**Exercise requirements**
From the first line of the listing below to the line containing "height:4.5px; margin:-2.25px; padding:0", write out everything exactly. No pictures.

Recorded data below:

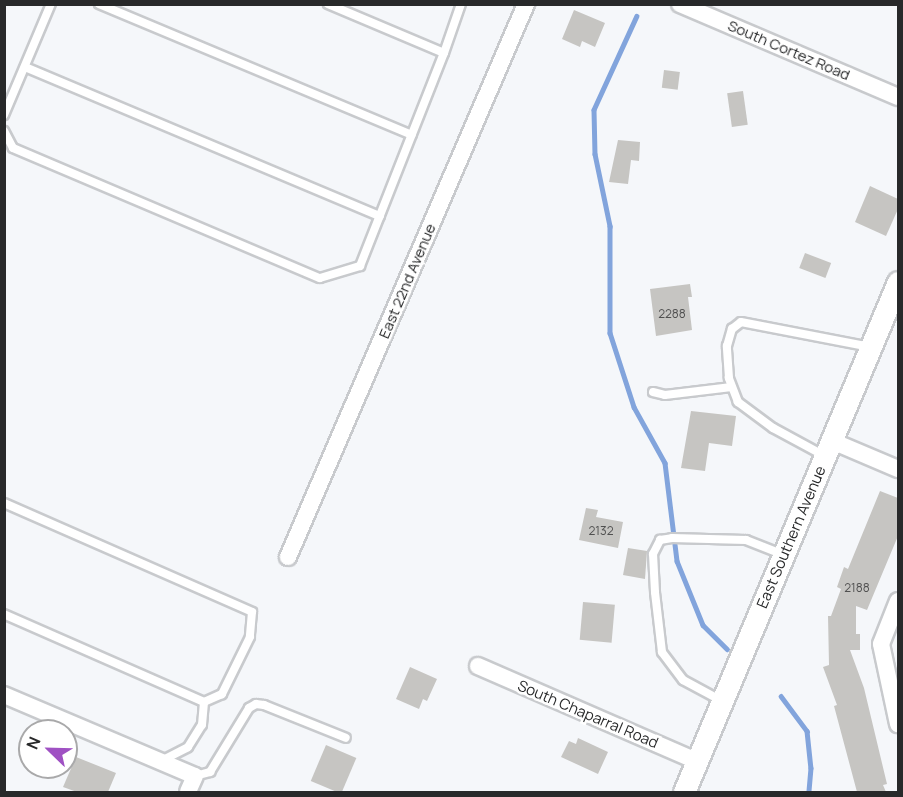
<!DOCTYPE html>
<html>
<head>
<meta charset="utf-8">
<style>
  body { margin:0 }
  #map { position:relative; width:903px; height:797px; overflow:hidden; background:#f5f7fa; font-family:Manrope,sans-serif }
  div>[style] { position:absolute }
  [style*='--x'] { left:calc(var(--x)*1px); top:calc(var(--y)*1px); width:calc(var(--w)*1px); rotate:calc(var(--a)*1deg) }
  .stream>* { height:4.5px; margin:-2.25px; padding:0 2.25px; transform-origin:2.25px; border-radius:2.25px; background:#82a4dc }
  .building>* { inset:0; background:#c6c5c2; transform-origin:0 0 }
  .roads { filter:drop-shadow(2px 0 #c8cacd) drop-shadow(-2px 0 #c8cacd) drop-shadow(0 2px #c8cacd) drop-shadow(0 -2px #c8cacd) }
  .service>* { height:8px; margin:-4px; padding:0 4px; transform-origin:4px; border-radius:4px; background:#fff }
  .minor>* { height:16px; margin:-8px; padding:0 8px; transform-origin:8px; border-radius:8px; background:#fff }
  .tertiary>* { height:21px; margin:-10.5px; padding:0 10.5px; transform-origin:10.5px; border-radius:10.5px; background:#fff }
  span { translate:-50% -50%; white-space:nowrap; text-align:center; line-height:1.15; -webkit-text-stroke:5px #fff; paint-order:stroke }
  .number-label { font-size:12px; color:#505050 }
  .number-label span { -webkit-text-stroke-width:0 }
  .street-label { font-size:15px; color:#28292a }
  .frame { position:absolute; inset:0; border:6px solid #28292a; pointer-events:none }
  .north { position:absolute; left:18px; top:719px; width:60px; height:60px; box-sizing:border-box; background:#fff; border:2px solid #a9a9aa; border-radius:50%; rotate:293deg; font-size:16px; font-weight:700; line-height:24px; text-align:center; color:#28292a }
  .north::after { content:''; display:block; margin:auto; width:21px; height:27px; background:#9f51c3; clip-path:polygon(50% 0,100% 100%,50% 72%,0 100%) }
</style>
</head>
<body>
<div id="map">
  <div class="stream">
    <i style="--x:637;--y:16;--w:103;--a:114.6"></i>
    <i style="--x:594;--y:110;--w:44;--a:88.7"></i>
    <i style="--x:595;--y:154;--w:74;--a:78.2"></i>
    <i style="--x:610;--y:226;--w:107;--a:90"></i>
    <i style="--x:610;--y:333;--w:78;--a:72"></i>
    <i style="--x:634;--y:407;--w:64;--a:61"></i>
    <i style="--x:665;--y:463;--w:99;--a:83"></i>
    <i style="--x:677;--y:561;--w:69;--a:67.9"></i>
    <i style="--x:703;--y:625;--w:34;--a:45"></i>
    <i style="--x:781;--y:696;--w:44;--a:53.4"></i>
    <i style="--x:807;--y:731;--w:37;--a:84"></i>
    <i style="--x:811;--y:768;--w:24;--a:95"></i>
  </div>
  <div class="building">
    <i style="clip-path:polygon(574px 10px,605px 23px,595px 47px,582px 41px,580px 47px,562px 39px)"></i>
    <i style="left:664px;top:70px;width:16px;height:18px;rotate:7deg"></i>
    <i style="left:743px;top:91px;width:34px;height:16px;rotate:82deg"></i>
    <i style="clip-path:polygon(618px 140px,640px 142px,639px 161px,631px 160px,628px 184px,609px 182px)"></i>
    <i style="clip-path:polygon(870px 186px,898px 199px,898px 209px,886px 236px,855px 222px)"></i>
    <i style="left:805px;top:253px;width:28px;height:16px;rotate:21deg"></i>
    <i style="clip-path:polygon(690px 284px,692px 297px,688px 297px,692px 330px,656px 336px,650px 289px)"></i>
    <i style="clip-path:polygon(691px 411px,736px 416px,732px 446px,709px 443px,705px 471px,681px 468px)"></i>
    <i style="clip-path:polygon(880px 491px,898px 498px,898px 536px,867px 610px,856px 606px,856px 634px,860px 634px,860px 650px,850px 650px,864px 688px,887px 784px,883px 785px,886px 792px,857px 792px,834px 706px,837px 705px,823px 667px,829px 665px,828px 616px,831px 616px,841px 589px,837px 587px,844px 567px,848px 569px)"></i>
    <i style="clip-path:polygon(586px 508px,598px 510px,596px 517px,623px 522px,618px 548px,579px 540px)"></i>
    <i style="clip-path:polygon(628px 548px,647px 551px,645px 579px,623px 575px)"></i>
    <i style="left:583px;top:602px;width:32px;height:38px;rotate:5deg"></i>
    <i style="clip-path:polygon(410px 667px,437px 679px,427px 701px,423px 699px,419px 709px,396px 699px)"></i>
    <i style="clip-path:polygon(578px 738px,608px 752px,598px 774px,561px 757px,569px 741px,576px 744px)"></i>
    <i style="left:326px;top:745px;width:33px;height:39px;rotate:23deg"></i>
    <i style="clip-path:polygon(76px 757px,116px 773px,108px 792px,77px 792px,63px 787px)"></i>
  </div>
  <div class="roads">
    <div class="service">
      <i style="--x:99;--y:4;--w:339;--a:22.7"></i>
      <i style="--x:444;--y:53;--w:52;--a:-70.9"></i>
      <i style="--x:25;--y:67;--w:385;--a:22.8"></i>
      <i style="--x:4;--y:115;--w:121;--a:-67.1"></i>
      <i style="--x:4;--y:131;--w:19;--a:62"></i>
      <i style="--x:13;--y:148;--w:333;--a:23"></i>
      <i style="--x:320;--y:278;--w:42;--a:-16.7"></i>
      <i style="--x:360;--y:266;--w:229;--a:-68.5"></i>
      <i style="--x:444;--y:53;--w:126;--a:-157.1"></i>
      <i style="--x:653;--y:392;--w:12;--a:14"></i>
      <i style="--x:665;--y:395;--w:67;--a:-6.8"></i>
      <i style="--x:823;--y:455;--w:57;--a:-151.6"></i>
      <i style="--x:773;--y:428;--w:44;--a:-143.4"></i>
      <i style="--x:738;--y:402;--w:26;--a:-111"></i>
      <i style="--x:729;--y:378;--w:32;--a:-94"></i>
      <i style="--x:727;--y:346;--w:18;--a:-74"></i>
      <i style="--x:732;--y:329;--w:11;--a:-38"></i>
      <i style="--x:741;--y:322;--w:132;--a:10.9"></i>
      <i style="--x:4;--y:503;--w:271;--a:23.7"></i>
      <i style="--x:252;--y:612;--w:25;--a:95"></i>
      <i style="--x:250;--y:637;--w:64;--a:116.2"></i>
      <i style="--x:222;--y:694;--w:20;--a:156"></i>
      <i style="--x:204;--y:702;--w:219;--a:-156.3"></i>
      <i style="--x:722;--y:701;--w:44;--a:-151.7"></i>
      <i style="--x:683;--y:680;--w:35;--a:-127"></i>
      <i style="--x:662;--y:652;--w:60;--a:-96.7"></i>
      <i style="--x:655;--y:592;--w:38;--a:-93"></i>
      <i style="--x:653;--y:554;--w:16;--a:-63"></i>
      <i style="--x:660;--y:540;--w:12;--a:-9"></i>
      <i style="--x:672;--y:538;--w:74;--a:1.5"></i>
      <i style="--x:746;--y:540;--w:41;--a:21.5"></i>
      <i style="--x:161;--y:761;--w:30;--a:-27"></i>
      <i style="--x:188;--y:747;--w:26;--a:-58"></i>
      <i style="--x:202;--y:725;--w:23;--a:-85"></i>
      <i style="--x:195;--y:776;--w:16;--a:-15"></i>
      <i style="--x:210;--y:772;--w:75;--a:-58.6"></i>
      <i style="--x:249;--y:708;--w:8;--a:-30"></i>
      <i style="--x:256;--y:704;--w:8;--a:7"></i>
      <i style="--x:264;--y:705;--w:88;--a:21.9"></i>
    </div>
    <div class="minor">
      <i style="--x:680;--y:4;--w:237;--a:23.1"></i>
      <i style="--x:832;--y:441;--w:72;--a:23"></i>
      <i style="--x:288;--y:557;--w:602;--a:-66.71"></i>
      <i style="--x:898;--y:601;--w:46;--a:111.6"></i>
      <i style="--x:881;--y:644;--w:82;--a:78"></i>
      <i style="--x:478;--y:666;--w:239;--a:23.5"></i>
      <i style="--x:4;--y:695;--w:207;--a:23"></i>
      <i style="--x:195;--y:776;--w:17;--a:114"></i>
    </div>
    <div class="tertiary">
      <i style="--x:684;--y:792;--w:553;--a:-67.24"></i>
    </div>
  </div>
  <div class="number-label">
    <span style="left:672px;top:314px">2288</span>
    <span style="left:601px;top:531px">2132</span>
    <span style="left:857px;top:588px">2188</span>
  </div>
  <div class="street-label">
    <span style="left:789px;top:50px;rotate:23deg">South Cortez Road</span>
    <span style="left:407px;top:281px;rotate:-67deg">East 22nd Avenue</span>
    <span style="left:791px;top:537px;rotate:-67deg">East Southern Avenue</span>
    <span style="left:588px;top:714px;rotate:23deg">South Chaparral Road</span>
  </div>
  <div class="frame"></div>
  <div class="north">N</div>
</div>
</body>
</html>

End of Recorded data.

**Solved exercise**
<!DOCTYPE html>
<html>
<head>
<meta charset="utf-8">
<style>
  body { margin:0 }
  #map { position:relative; width:903px; height:797px; overflow:hidden; background:#f5f7fa; font-family:Manrope,sans-serif }
  div>[style] { position:absolute }
  [style*='--x'] { left:calc(var(--x)*1px); top:calc(var(--y)*1px); width:calc(var(--w)*1px); rotate:calc(var(--a)*1deg) }
  .stream>* { height:4.5px; margin:-2.25px; padding:0 2.25px; transform-origin:2.25px; border-radius:2.25px; background:#82a4dc }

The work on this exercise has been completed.